Hossa would be worthy champion
Heading into the Stanley Cup final, the Marian Hossa "angle" was obvious enough.
Heading into the Stanley Cup final, the Marian Hossa "angle" was obvious enough.
After helping the Pittsburgh Penguins reach the 2008 Cup final against Detroit, Hossa rejected a generous Pittsburgh contract offer -- and several other proposals -- to sign a relatively paltry one-year contract worth $7.45 million U.S. with the Red Wings.
Some members of the Penguins roster acted as though they'd been betrayed by Hossa. A bit rich, that. This was not exactly Mario Lemieux leaving the Penguins, but a rental player, acquired by Pittsburgh at the March trading deadline, choosing to go where the money wasn't ... but where the smell of championship champagne lingered in the air.
Recently, as the Penguins and Red Wings danced toward another collision for the Cup, voices could be heard reminding everyone how deliciously ironic it would be if Pittsburgh were to win, just as Hossa jumped to the other side.
Ironic? Sure.
Delicious?
Not a chance.
If the Penguins were to come back in this series after being down two games to none to Detroit, hockey people who know Hossa would take no delight in that twist.
Regarding Marian, justice would be another Red Wings victory, bringing Hossa his first Stanley Cup championship after more than a decade of fine work with the Ottawa Senators, Atlanta Thrashers, and -- over the past calendar year -- with Pittsburgh and Detroit. Here would be one of the game's really good people rewarded for following his heart and head instead of his wallet.

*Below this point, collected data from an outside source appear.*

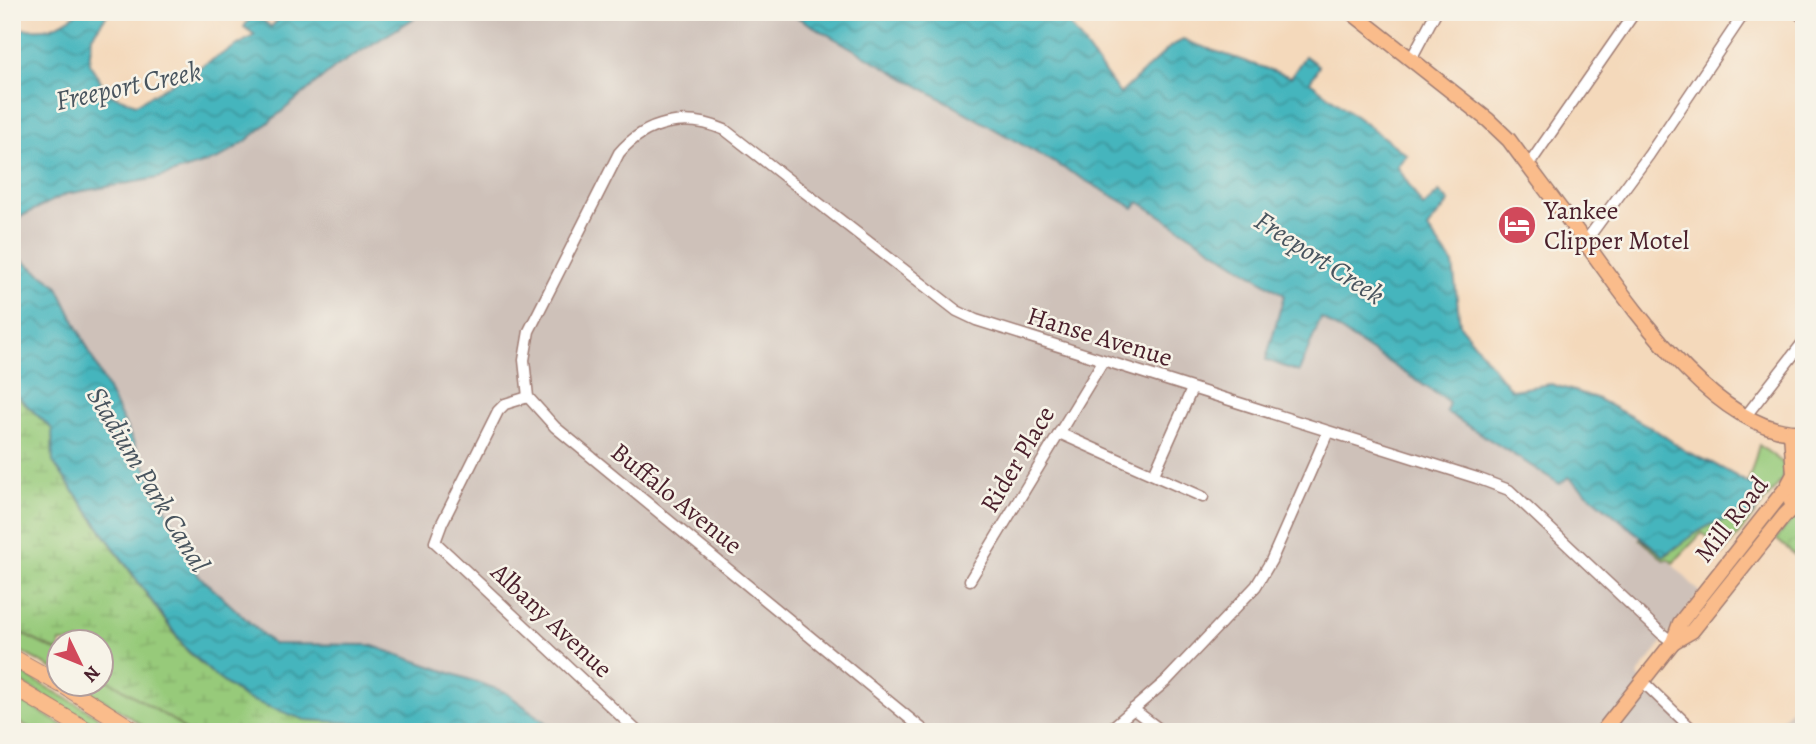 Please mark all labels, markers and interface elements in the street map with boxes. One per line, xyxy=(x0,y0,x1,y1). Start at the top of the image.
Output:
water label: Freeport Creek xyxy=(52,52,204,120)
place label: Yankee Clipper Motel xyxy=(1543,193,1689,258)
water label: Freeport Creek xyxy=(1247,202,1392,314)
hotel icon: Yankee Clipper Motel xyxy=(1496,204,1538,246)
street label: Hanse Avenue xyxy=(1023,298,1177,375)
water label: Stadium Park Canal xyxy=(78,380,219,580)
street label: Rider Place xyxy=(972,399,1063,519)
street label: Buffalo Avenue xyxy=(604,435,750,562)
street label: Mill Road xyxy=(1686,469,1776,570)
street label: Albany Avenue xyxy=(483,554,620,686)
north arrow xyxy=(46,628,116,698)
text: N xyxy=(77,660,106,688) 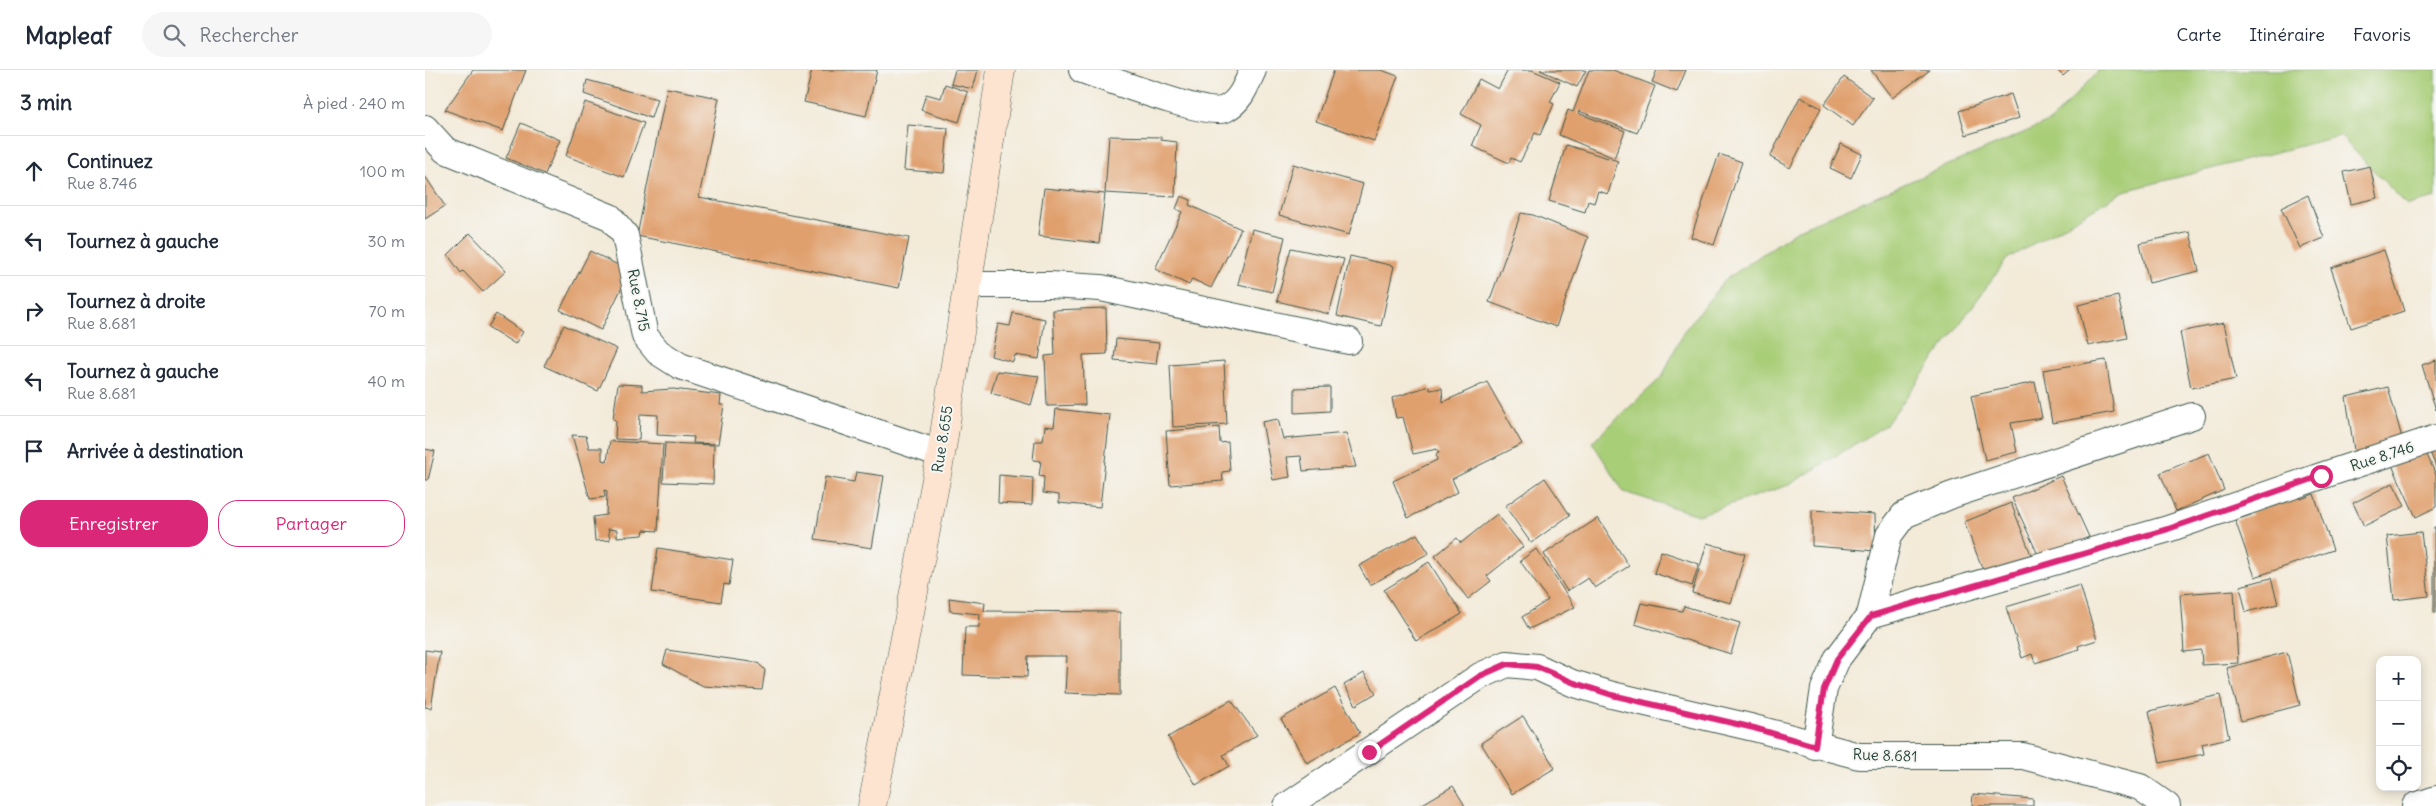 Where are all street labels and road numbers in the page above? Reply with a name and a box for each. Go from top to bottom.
street label: Rue 8.715 [624,267,654,333]
street label: Rue 8.655 [927,404,957,474]
street label: Rue 8.746 [2348,437,2416,475]
street label: Rue 8.681 [1852,744,1918,766]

Go back 11 months and put yourself in Hossa's shoes.
It's approaching July 1, the running of the bulls in the NHL free-agent world and Hossa is the top forward available.
There are offers on the table to go just about anywhere, including Montreal, Edmonton and, of course, Pittsburgh.
Hossa kept asking his agent, Ritch Winter, if there had been any interest from Detroit. There was, but when Red Wings general manager Ken Holland told Winter he wanted to maintain captain Nicklas Lidstrom's status as the highest-paid roster player, it meant the Red Wings could not be in the $8-million-per-year neighbourhood of the rest of the Hossa bidders.
Fine, Hossa said. Let's do a one-year deal for less than $7.5 million.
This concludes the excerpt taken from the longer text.